Enel, NREL partner on three-year solar vegetation study


It’s long been a point of contention between farmers, environmental activists and the solar industry: whether devoting agricultural land to utility- and commercial-scale solar farms is the best use of the arable land on those properties. A new partnership between Enel Green Power North American and the U.S. Department of Energy’s National Renewable Energy Laboratory (NREL) aim to find an answer to this vital question.

The two organizations will partner for three years to discover the environmental and energy-production benefits that vegetation can bring to a solar farm by studying Enel’s 150 MW Aurora (Minnesota) solar project. The goal is to determine best practices on solar farms to create pollinator-friendly practices so the surrounding farmland can still produce agricultural crops.

In addition, Enel and NREL will evaluate microclimate conditions, soil characteristics, soil-carbon recycling and the effects of vegetation on energy production.

The Aurora project is not a single site, but a group of 16 plants. Researchers say that the variety of environments contained within the one project make it the perfect location to do a study like this because it provides multiple microclimates to examine, which allows the researchers to see different conditions within the same project.

“The Aurora project sites provide us with a unique opportunity to examine a wide variety of solar and agriculture co-location questions with an unparalleled level of rigor,” said Jordan Macknick, principal investigator from NREL and the leader of the DOE InSPIRE project examining low-impact solar development opportunities. “What we learn from this partnership will have important implications for low-impact solar development in the future.”

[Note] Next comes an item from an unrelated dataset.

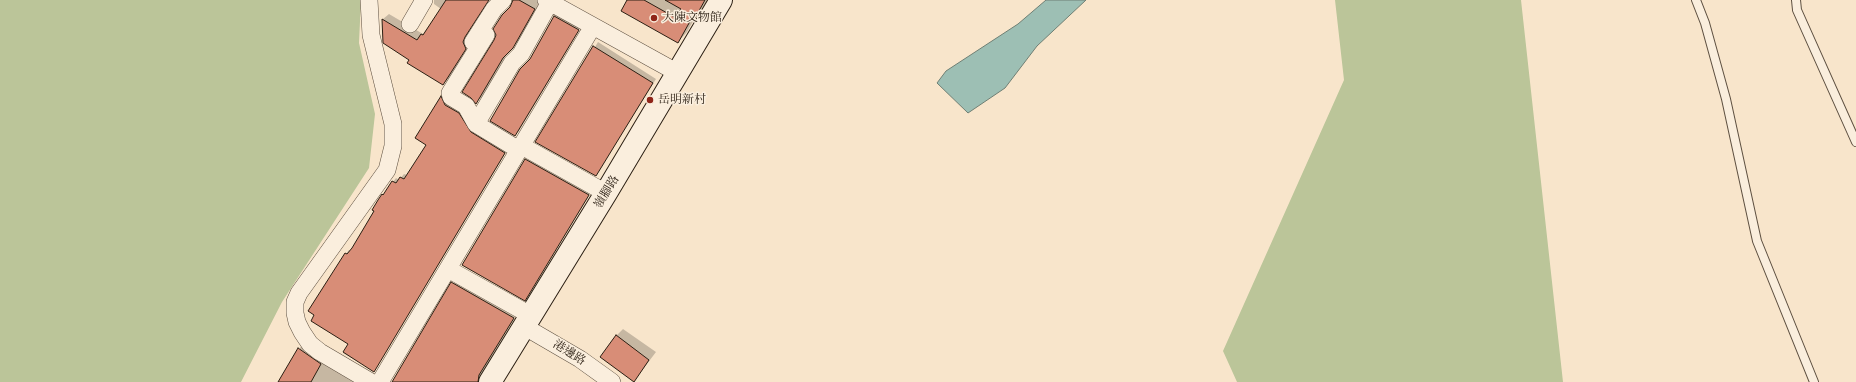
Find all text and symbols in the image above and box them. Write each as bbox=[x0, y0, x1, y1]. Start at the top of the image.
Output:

The research project will start this spring and will run three years. This is the first research project where NREL and an industry partner have conducted the research together.

Before the study was even commissioned, however, developers in at least two other states were already taking pollinator viability into account. Following dire reports of bee-colony collapses in recent years, at least three new solar sites in Florida and Maryland are trying to provide safe havens for these critical links in the food chain.

Cypress Creek Renewables has built the 9 MW Baker Point Solar Farm in Maryland that will be home to honey-producing hives that each produce an average of 30 pounds of honey each season. Florida Power & Light created a Solar Sanctuary program to build environmentally friendly solar farms in the Sunshine State.